Raise the bud union, the large knot where the root stock is budded to the upper part of the plant, to ground level. The roots should spread out in the hole. Working quickly to avoid dehydration, alternately add a thick layer of the soil mixture then water thoroughly until the hole is filled around the rose.

New rose bushes need to be watered two to three times a week to receive at least a couple of gallons of water to each plant.

"Typically, they say a little water every day is not as good as one big dose two or three times a week," Mr. Wiseman said. This watering method promoted deep root growth and a more drought-resistant plant.

Fertilize your plants once a month with a granular time-release fertilizer. According to Mr. Wiseman, roses are heavy feeders so it is difficult to over-fertilize them. Organic fertilizers are available.

Roses are susceptible to diseases like black-spot and powdery mildew. Plenty of air circulation in and between your plants will help avoid this, but regular spraying of fungicides is essential.

"The only discipline you have to exercise is to spray every seven to 10 days,` said Mr. Wiseman. Fungicides like Funginex or Bannermax are the best options. Preventative measures are the best and by far the easiest way to deal with rose diseases.

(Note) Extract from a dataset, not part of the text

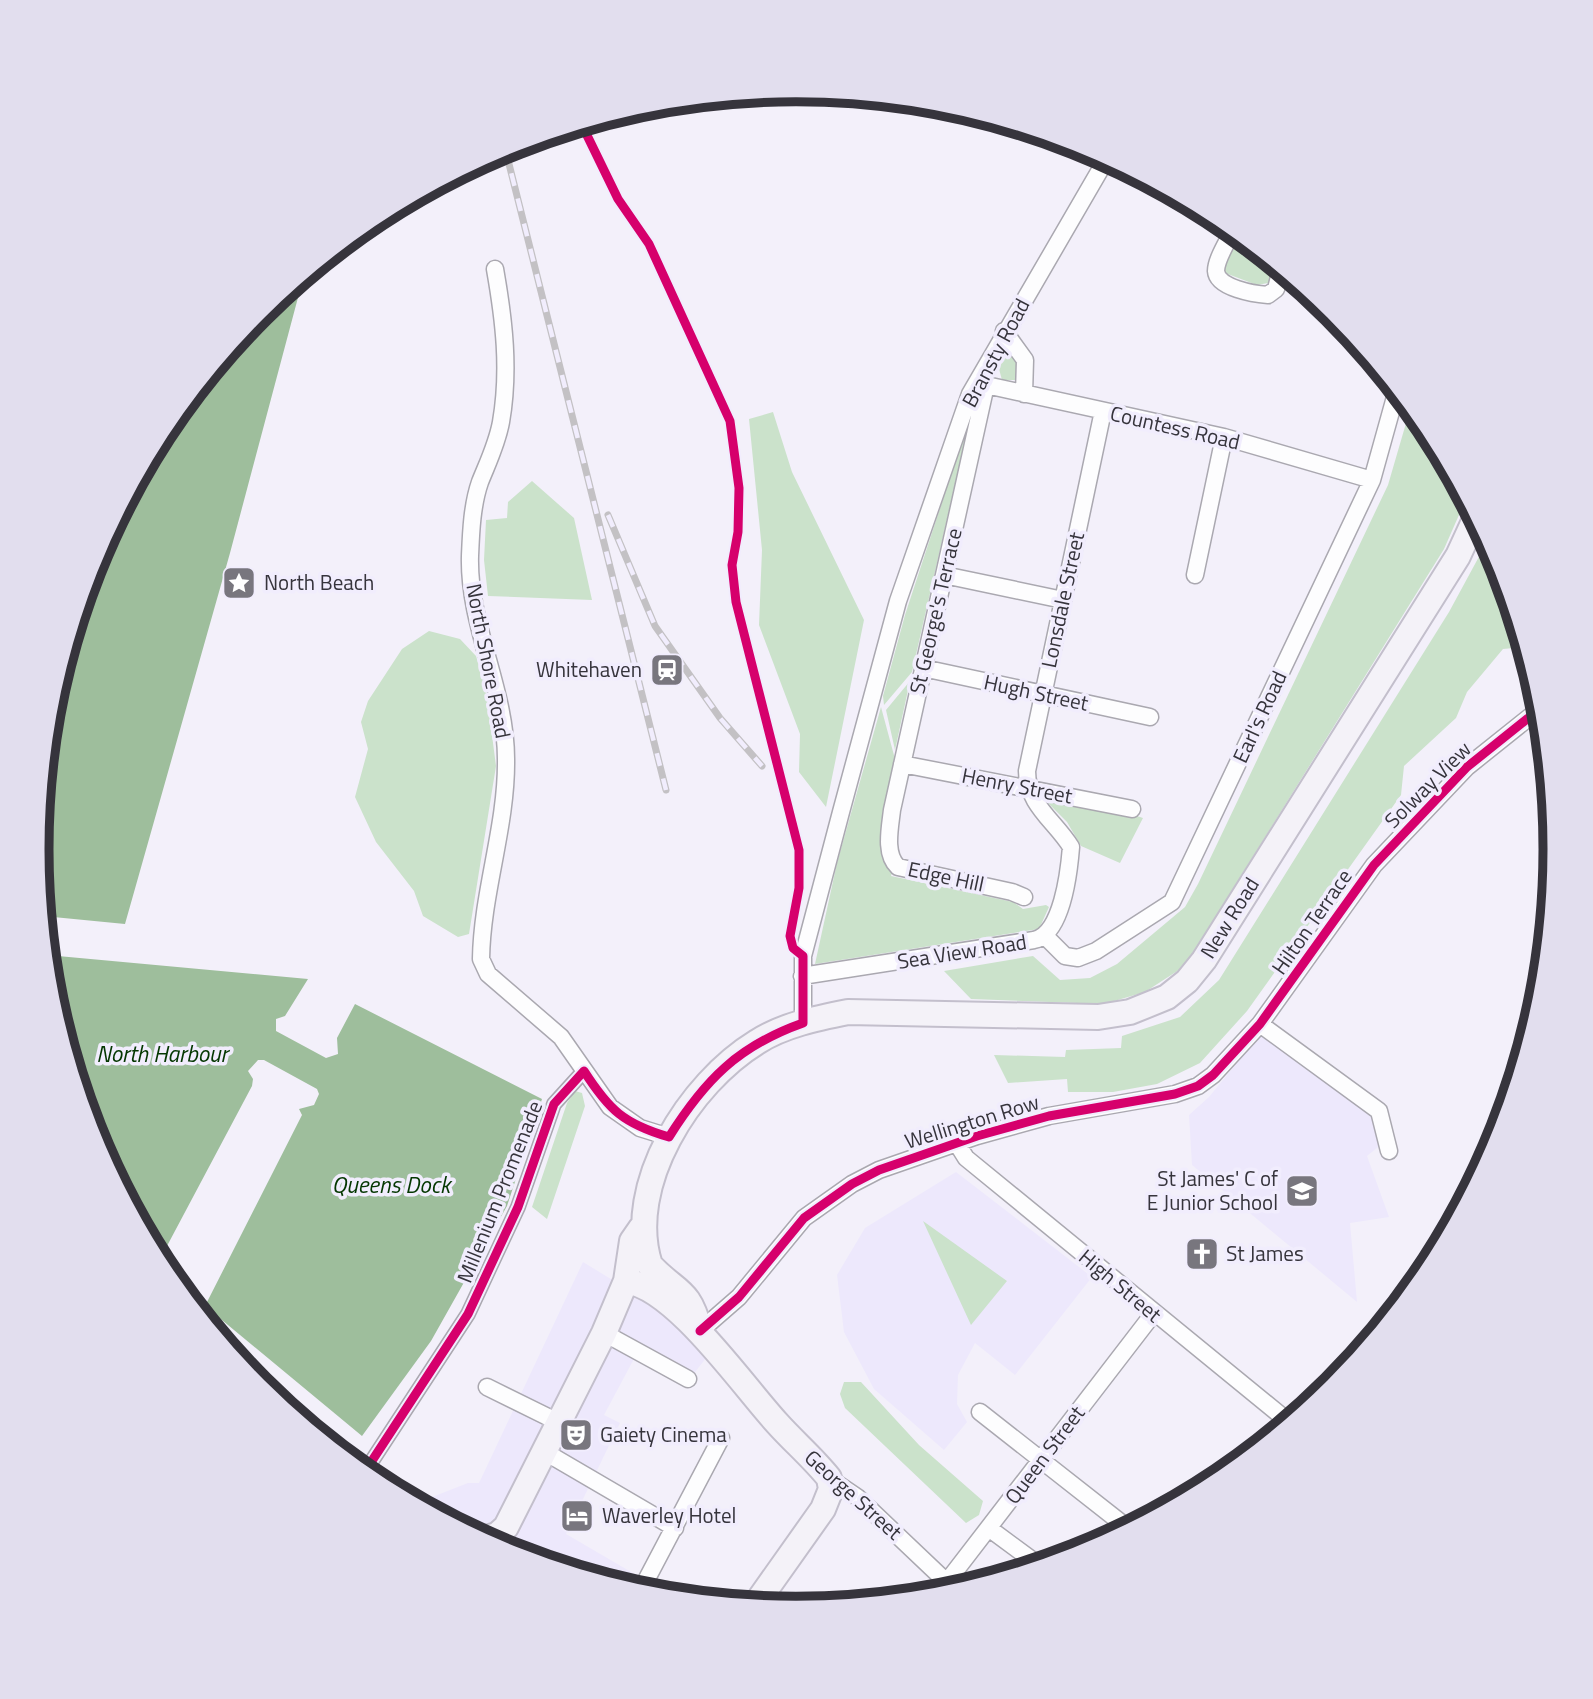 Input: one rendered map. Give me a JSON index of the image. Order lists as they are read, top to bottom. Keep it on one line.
{"streets":{"main road":["New Road","George Street"],"street":["Bransty Road","Countess Road","Lonsdale Street","St George's Terrace","North Shore Road","Hugh Street","Earl's Road","Solway View","Henry Street","Edge Hill","Hilton Terrace","Sea View Road","Wellington Row","Millenium Promenade","High Street","Queen Street"]},"crossings":[["Bransty Road","Countess Road"],["Bransty Road","St George's Terrace"],["Bransty Road","New Road"],["Bransty Road","Sea View Road"],["Countess Road","Lonsdale Street"],["Countess Road","St George's Terrace"],["Countess Road","Earl's Road"],["Lonsdale Street","Hugh Street"],["Lonsdale Street","Henry Street"],["Lonsdale Street","Sea View Road"],["St George's Terrace","Hugh Street"],["St George's Terrace","Henry Street"],["St George's Terrace","Edge Hill"],["North Shore Road","New Road"],["North Shore Road","Millenium Promenade"],["Earl's Road","Sea View Road"],["Solway View","Hilton Terrace"],["Henry Street","Sea View Road"],["Hilton Terrace","Wellington Row"],["Wellington Row","High Street"],["Wellington Row","George Street"],["High Street","Queen Street"]],"water":["North Harbour","Queens Dock"],"places":{"place":["North Beach"],"station":["Whitehaven"],"school or university":["St James' C of E Junior School"],"church":["St James"],"theatre":["Gaiety Cinema"],"hotel":["Waverley Hotel"]}}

In addition to spraying, regular pruning will help keep the rose disease resistant by keeping good air circulation.

Deadheading, pulling off completed or dead blooms, helps keep your rose blooming.

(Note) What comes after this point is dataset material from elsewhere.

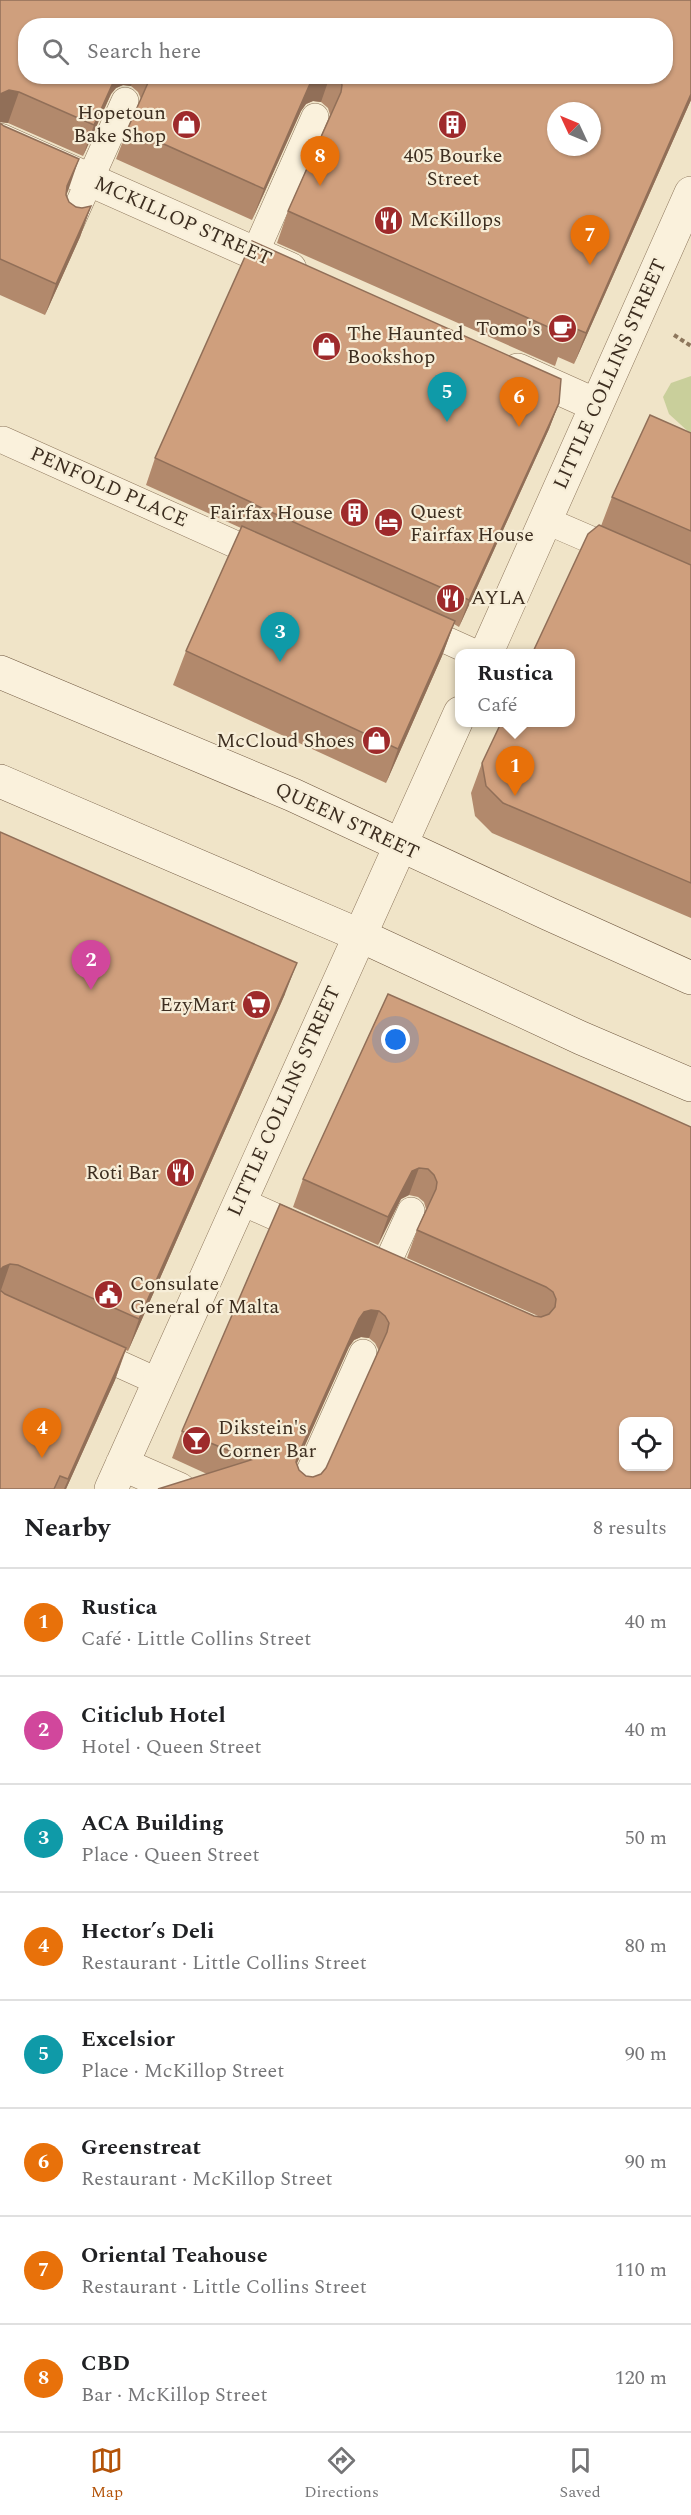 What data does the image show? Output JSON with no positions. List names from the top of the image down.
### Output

"Typically, prune out the twiggy growth," Mr. Wiseman said. "You just clean them up really. There's no trick to it.

Canes that grow through or across the center of the plant should be pruned away. Dead, diseased or non-productive wood should also be removed.

The lighter-colored roses attract thrips, a common rose pest. Evidence of these pests are obvious with browning and dying buds and blooms.

If you notice thrip damage, use an insecticide such as Orthene in a mister and spray the bud or bloom directly. Mr. Wiseman does not recommend incorporating a pesticide in the regular spraying mix because some insects are beneficial. Insecticide will kill all insects which is why you want to spray the bud directly.

Rose growing is not as complicated as commonly thought. Roses do require specific types of attention, but that does not necessarily take a lot of time.

Mr. Wiseman has approximately 100 plants and spends only three to four hours a week tending them. He has an automatic watering system to save time and energy.

"You work on it every day," said Mrs. McGlone who has ten roses lining the front of her yard on Glenn Hills Drive.

"Everybody stops," Mrs. McGlone said. "Sometimes they leave me little notes or little boxes of rose food. That's real nice."

If you need help with your roses, the Augusta Rose Society has a group of consulting rosarians to provide additional information or assistance. They will provide an on-site inspection if requested and needed. For more information about the Augusta Rose society, contact Pat Wiseman at (706) 733-9597.

Growing roses

There are six steps to growing roses that will thrive:

1. Provide at least six hours of direct sunlight a day.

2. Water deeply two or three times a week.

3. Fertilize once a month.

4. Spray every seven to 10 days.

5. Prune regularly to keep good air flow.

6. Keep watch for thrips and other insect pests.